(Saved data entries)
╔══
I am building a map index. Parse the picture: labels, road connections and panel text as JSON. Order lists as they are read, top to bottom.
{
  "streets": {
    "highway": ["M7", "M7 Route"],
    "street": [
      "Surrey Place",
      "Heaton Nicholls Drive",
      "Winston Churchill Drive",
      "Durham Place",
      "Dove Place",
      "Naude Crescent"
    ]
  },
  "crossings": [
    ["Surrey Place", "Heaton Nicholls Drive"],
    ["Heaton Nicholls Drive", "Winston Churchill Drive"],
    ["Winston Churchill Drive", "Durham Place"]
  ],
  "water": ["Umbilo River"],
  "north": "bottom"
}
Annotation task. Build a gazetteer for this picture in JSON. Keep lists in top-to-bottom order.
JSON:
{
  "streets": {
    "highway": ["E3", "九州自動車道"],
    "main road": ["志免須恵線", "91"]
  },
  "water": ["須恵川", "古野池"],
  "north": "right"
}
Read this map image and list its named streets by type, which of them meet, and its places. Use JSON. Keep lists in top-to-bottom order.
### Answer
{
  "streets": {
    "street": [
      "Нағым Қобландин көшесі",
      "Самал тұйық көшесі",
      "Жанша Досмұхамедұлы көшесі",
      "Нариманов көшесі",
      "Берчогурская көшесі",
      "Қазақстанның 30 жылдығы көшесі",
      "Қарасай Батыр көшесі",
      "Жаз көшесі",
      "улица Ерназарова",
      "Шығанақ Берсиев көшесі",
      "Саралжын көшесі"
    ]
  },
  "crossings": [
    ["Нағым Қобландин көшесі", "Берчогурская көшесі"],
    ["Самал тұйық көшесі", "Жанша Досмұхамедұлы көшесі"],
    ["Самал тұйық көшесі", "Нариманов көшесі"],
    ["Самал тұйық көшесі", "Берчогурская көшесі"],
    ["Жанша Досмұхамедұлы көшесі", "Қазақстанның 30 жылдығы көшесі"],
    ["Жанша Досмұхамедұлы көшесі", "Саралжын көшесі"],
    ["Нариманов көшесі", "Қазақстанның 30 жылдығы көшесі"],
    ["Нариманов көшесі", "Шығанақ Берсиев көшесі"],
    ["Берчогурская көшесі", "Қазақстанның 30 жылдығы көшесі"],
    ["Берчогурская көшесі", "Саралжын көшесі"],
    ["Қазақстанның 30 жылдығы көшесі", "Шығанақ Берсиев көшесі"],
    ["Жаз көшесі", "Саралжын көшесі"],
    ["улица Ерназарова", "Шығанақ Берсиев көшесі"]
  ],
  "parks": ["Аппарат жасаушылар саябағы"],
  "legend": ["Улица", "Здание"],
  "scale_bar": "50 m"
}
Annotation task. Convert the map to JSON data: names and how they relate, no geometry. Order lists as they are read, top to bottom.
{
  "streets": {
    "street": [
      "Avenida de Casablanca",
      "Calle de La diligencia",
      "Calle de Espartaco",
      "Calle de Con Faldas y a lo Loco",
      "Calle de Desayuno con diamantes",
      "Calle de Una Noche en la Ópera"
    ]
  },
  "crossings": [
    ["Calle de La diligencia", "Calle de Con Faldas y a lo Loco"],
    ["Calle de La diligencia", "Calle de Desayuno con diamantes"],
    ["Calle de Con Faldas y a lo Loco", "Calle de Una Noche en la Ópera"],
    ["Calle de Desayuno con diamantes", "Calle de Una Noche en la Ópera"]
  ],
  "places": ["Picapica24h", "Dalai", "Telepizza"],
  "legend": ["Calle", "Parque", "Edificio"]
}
╚══
Tell how many lines of the data include the word "this", and nothing else.

### Task answer
2